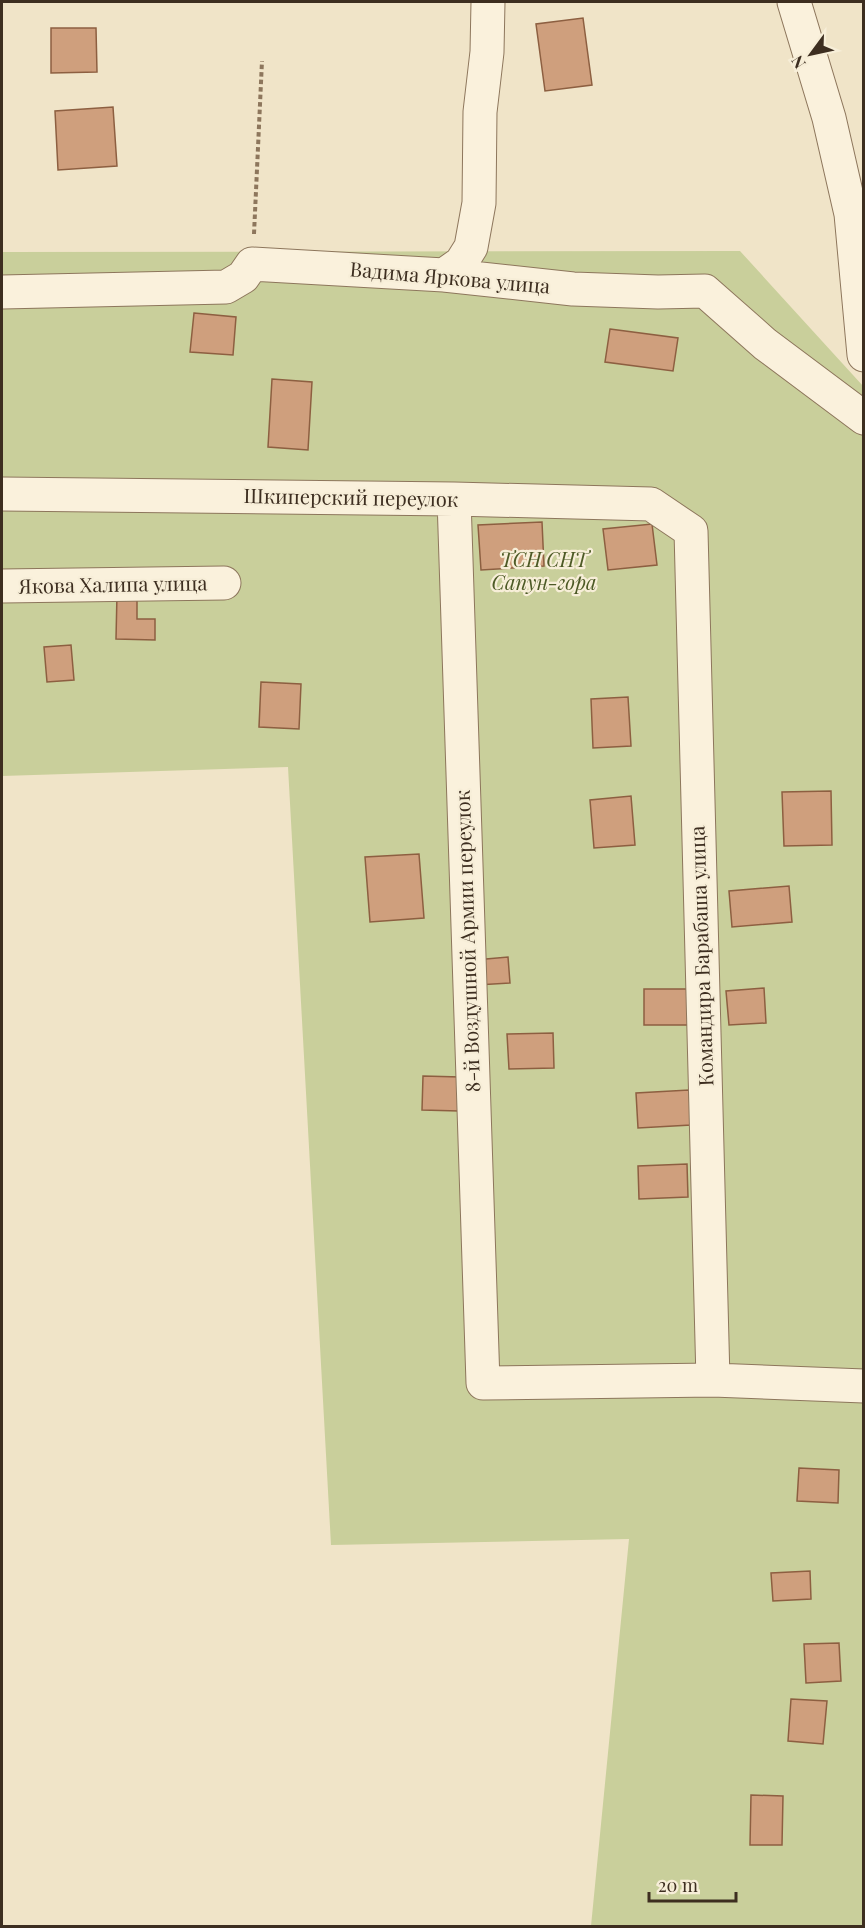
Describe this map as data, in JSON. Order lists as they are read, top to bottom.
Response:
{
  "streets": {
    "lane": [
      "Вадима Яркова улица",
      "Шкиперский переулок",
      "Якова Халипа улица",
      "8-й Воздушной Армии переулок",
      "Командира Барабаша улица"
    ]
  },
  "crossings": [
    ["Шкиперский переулок", "8-й Воздушной Армии переулок"],
    ["Шкиперский переулок", "Командира Барабаша улица"],
    ["8-й Воздушной Армии переулок", "Командира Барабаша улица"]
  ],
  "parks": ["ТСН СНТ Сапун-гора"],
  "scale_bar": "20 m",
  "north": "bottom left"
}
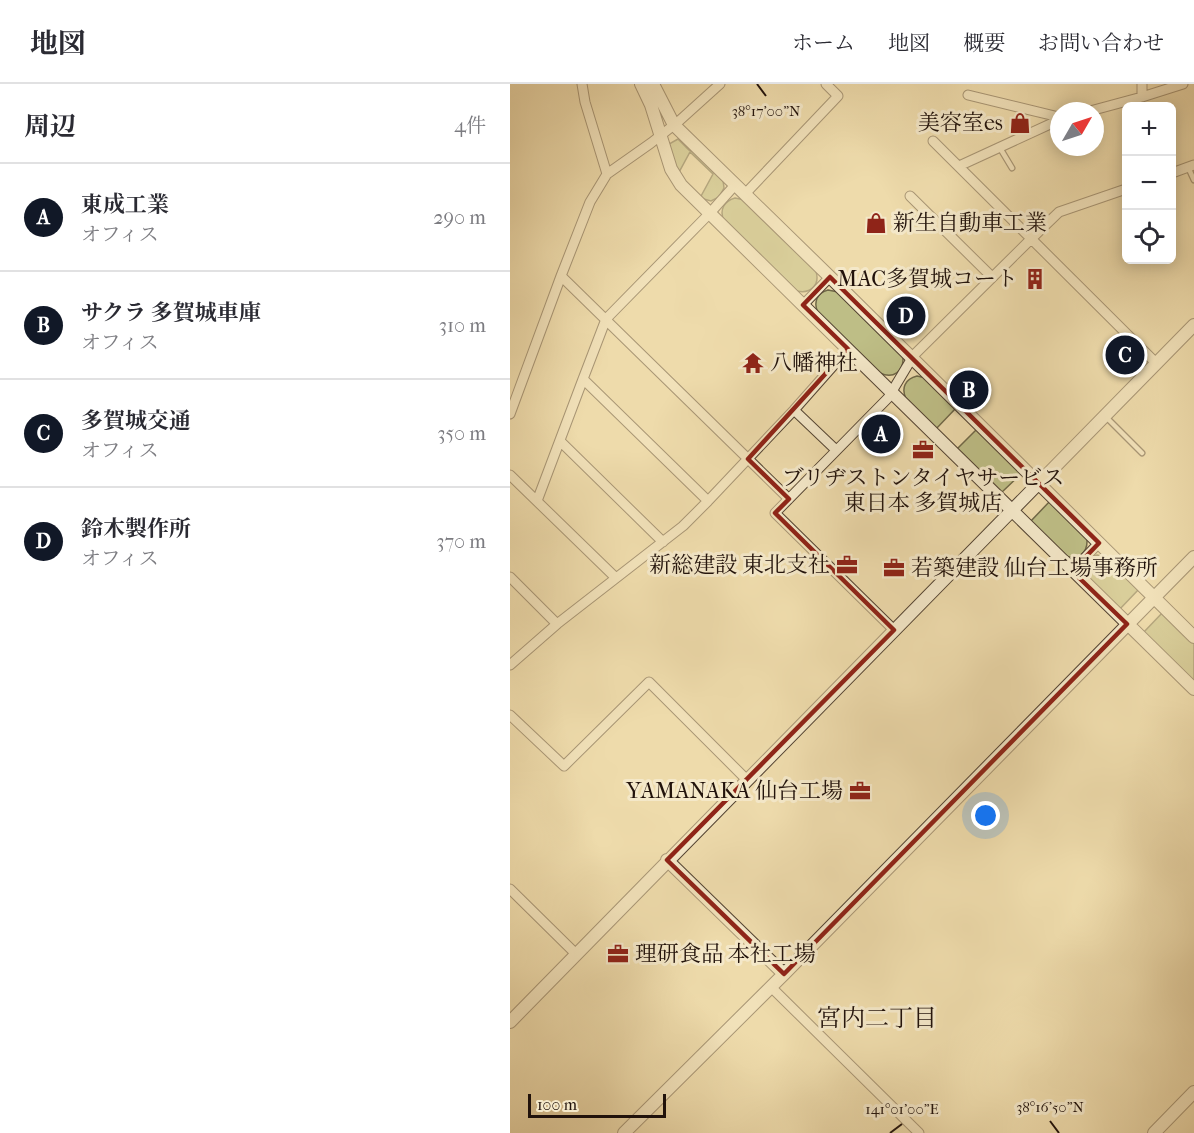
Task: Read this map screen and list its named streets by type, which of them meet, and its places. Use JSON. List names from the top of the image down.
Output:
{
  "districts": ["宮内二丁目"],
  "places": {
    "shop": ["美容室es", "新生自動車工業"],
    "building": ["MAC多賀城コート"],
    "temple": ["八幡神社"],
    "office": [
      "ブリヂストンタイヤサービス 東日本 多賀城店",
      "新総建設 東北支社",
      "若築建設 仙台工場事務所",
      "YAMANAKA 仙台工場",
      "理研食品 本社工場"
    ]
  },
  "scale_bar": "100 m",
  "north": "top right",
  "page": {
    "header": "地図",
    "nav": [
      "ホーム",
      "地図",
      "概要",
      "お問い合わせ"
    ],
    "heading": ["周辺", "4件"],
    "map_buttons": ["+", "−"],
    "list": [
      {
        "mark": "A",
        "name": "東成工業",
        "note": "オフィス",
        "value": "290 m"
      },
      {
        "mark": "B",
        "name": "サクラ 多賀城車庫",
        "note": "オフィス",
        "value": "310 m"
      },
      {
        "mark": "C",
        "name": "多賀城交通",
        "note": "オフィス",
        "value": "350 m"
      },
      {
        "mark": "D",
        "name": "鈴木製作所",
        "note": "オフィス",
        "value": "370 m"
      }
    ],
    "pins": [
      "D",
      "C",
      "B",
      "A"
    ],
    "scale": "100 m"
  },
  "coordinates": ["38°17'00\"N", "38°16'50\"N", "141°01'00\"E"]
}
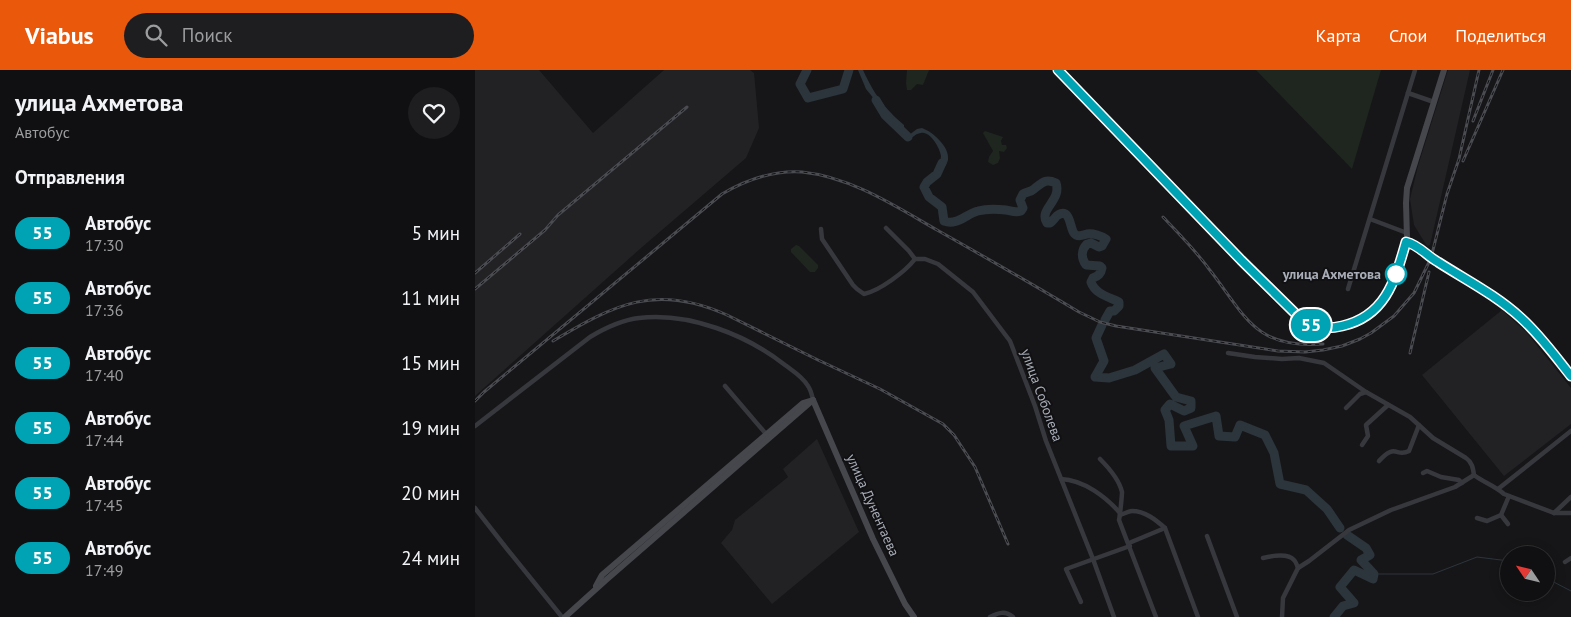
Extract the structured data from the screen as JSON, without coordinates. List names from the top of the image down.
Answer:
{
  "streets": {
    "street": ["улица Соболева", "улица Дунентаева"]
  },
  "places": ["улица Ахметова"],
  "lines": ["bus line 55"],
  "north": "top left",
  "page": {
    "header": "Viabus",
    "search": "Поиск",
    "nav": ["Карта", "Слои", "Поделиться"],
    "heading": [
      ["улица Ахметова", "Автобус"],
      "Отправления"
    ],
    "on_map": "55",
    "list": [
      {
        "mark": "55",
        "name": "Автобус",
        "note": "17:30",
        "value": "5 мин"
      },
      {
        "mark": "55",
        "name": "Автобус",
        "note": "17:36",
        "value": "11 мин"
      },
      {
        "mark": "55",
        "name": "Автобус",
        "note": "17:40",
        "value": "15 мин"
      },
      {
        "mark": "55",
        "name": "Автобус",
        "note": "17:44",
        "value": "19 мин"
      },
      {
        "mark": "55",
        "name": "Автобус",
        "note": "17:45",
        "value": "20 мин"
      },
      {
        "mark": "55",
        "name": "Автобус",
        "note": "17:49",
        "value": "24 мин"
      }
    ]
  }
}
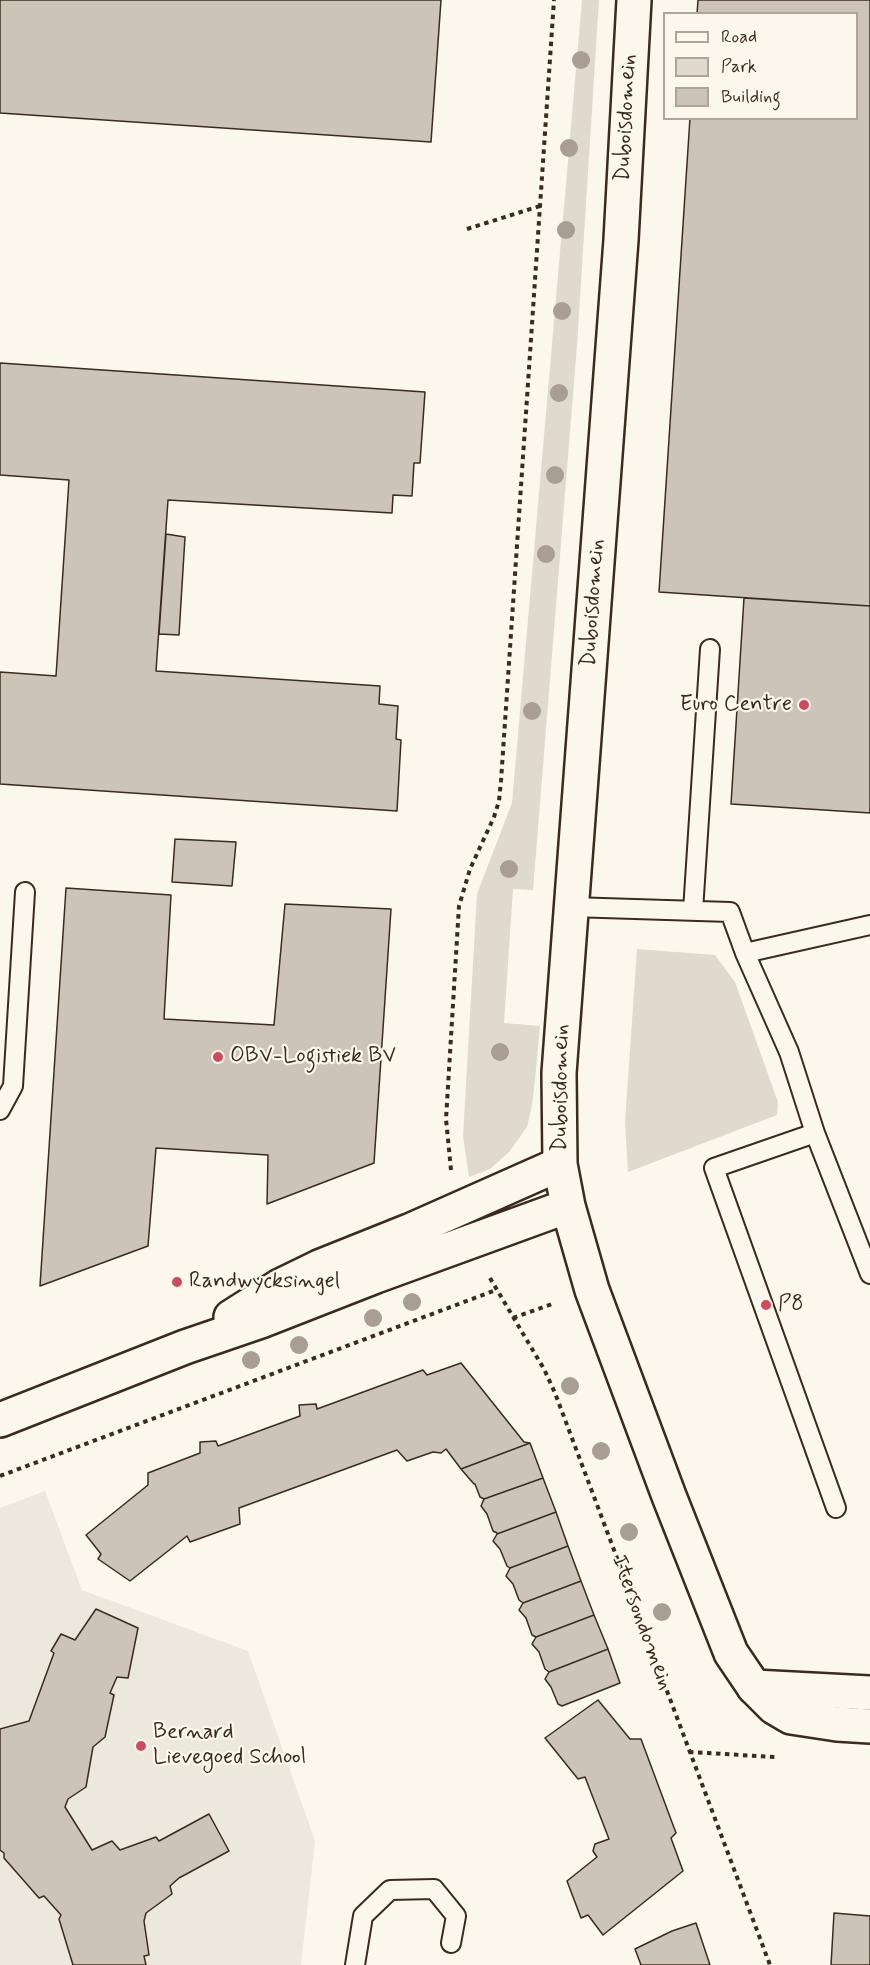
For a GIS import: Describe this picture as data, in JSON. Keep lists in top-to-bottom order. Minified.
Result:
{"streets":{"street":["Duboisdomein"],"path":["Itersondomein"]},"places":["Euro Centre","OBV-Logistiek BV","Randwycksingel","P8","Bernard Lievegoed School"],"legend":["Road","Park","Building"]}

##############################

> [Exercise goal]: Every record gets retyped exactly; no picture goes into the copy.

> [Your solution]:
Describe this map as data, in JSON. Order lists as they are read, top to bottom.
Response:
{
  "streets": {
    "lane": [
      "Вадима Яркова улица",
      "Шкиперский переулок",
      "Якова Халипа улица",
      "8-й Воздушной Армии переулок",
      "Командира Барабаша улица"
    ]
  },
  "crossings": [
    ["Шкиперский переулок", "8-й Воздушной Армии переулок"],
    ["Шкиперский переулок", "Командира Барабаша улица"],
    ["8-й Воздушной Армии переулок", "Командира Барабаша улица"]
  ],
  "parks": ["ТСН СНТ Сапун-гора"],
  "scale_bar": "20 m",
  "north": "bottom left"
}
Task: Read this map screen and list its named streets by type, which of them meet, and its places. Use JSON. List names from the top of the image down.
Output:
{
  "districts": ["宮内二丁目"],
  "places": {
    "shop": ["美容室es", "新生自動車工業"],
    "building": ["MAC多賀城コート"],
    "temple": ["八幡神社"],
    "office": [
      "ブリヂストンタイヤサービス 東日本 多賀城店",
      "新総建設 東北支社",
      "若築建設 仙台工場事務所",
      "YAMANAKA 仙台工場",
      "理研食品 本社工場"
    ]
  },
  "scale_bar": "100 m",
  "north": "top right",
  "page": {
    "header": "地図",
    "nav": [
      "ホーム",
      "地図",
      "概要",
      "お問い合わせ"
    ],
    "heading": ["周辺", "4件"],
    "map_buttons": ["+", "−"],
    "list": [
      {
        "mark": "A",
        "name": "東成工業",
        "note": "オフィス",
        "value": "290 m"
      },
      {
        "mark": "B",
        "name": "サクラ 多賀城車庫",
        "note": "オフィス",
        "value": "310 m"
      },
      {
        "mark": "C",
        "name": "多賀城交通",
        "note": "オフィス",
        "value": "350 m"
      },
      {
        "mark": "D",
        "name": "鈴木製作所",
        "note": "オフィス",
        "value": "370 m"
      }
    ],
    "pins": [
      "D",
      "C",
      "B",
      "A"
    ],
    "scale": "100 m"
  },
  "coordinates": ["38°17'00\"N", "38°16'50\"N", "141°01'00\"E"]
}
Extract the structured data from the screen as JSON, without coordinates. List names from the top of the image down.
Answer:
{
  "streets": {
    "street": ["улица Соболева", "улица Дунентаева"]
  },
  "places": ["улица Ахметова"],
  "lines": ["bus line 55"],
  "north": "top left",
  "page": {
    "header": "Viabus",
    "search": "Поиск",
    "nav": ["Карта", "Слои", "Поделиться"],
    "heading": [
      ["улица Ахметова", "Автобус"],
      "Отправления"
    ],
    "on_map": "55",
    "list": [
      {
        "mark": "55",
        "name": "Автобус",
        "note": "17:30",
        "value": "5 мин"
      },
      {
        "mark": "55",
        "name": "Автобус",
        "note": "17:36",
        "value": "11 мин"
      },
      {
        "mark": "55",
        "name": "Автобус",
        "note": "17:40",
        "value": "15 мин"
      },
      {
        "mark": "55",
        "name": "Автобус",
        "note": "17:44",
        "value": "19 мин"
      },
      {
        "mark": "55",
        "name": "Автобус",
        "note": "17:45",
        "value": "20 мин"
      },
      {
        "mark": "55",
        "name": "Автобус",
        "note": "17:49",
        "value": "24 мин"
      }
    ]
  }
}
For a GIS import: Describe this picture as data, in JSON. Keep lists in top-to-bottom order. Minified.
Result:
{"streets":{"street":["Duboisdomein"],"path":["Itersondomein"]},"places":["Euro Centre","OBV-Logistiek BV","Randwycksingel","P8","Bernard Lievegoed School"],"legend":["Road","Park","Building"]}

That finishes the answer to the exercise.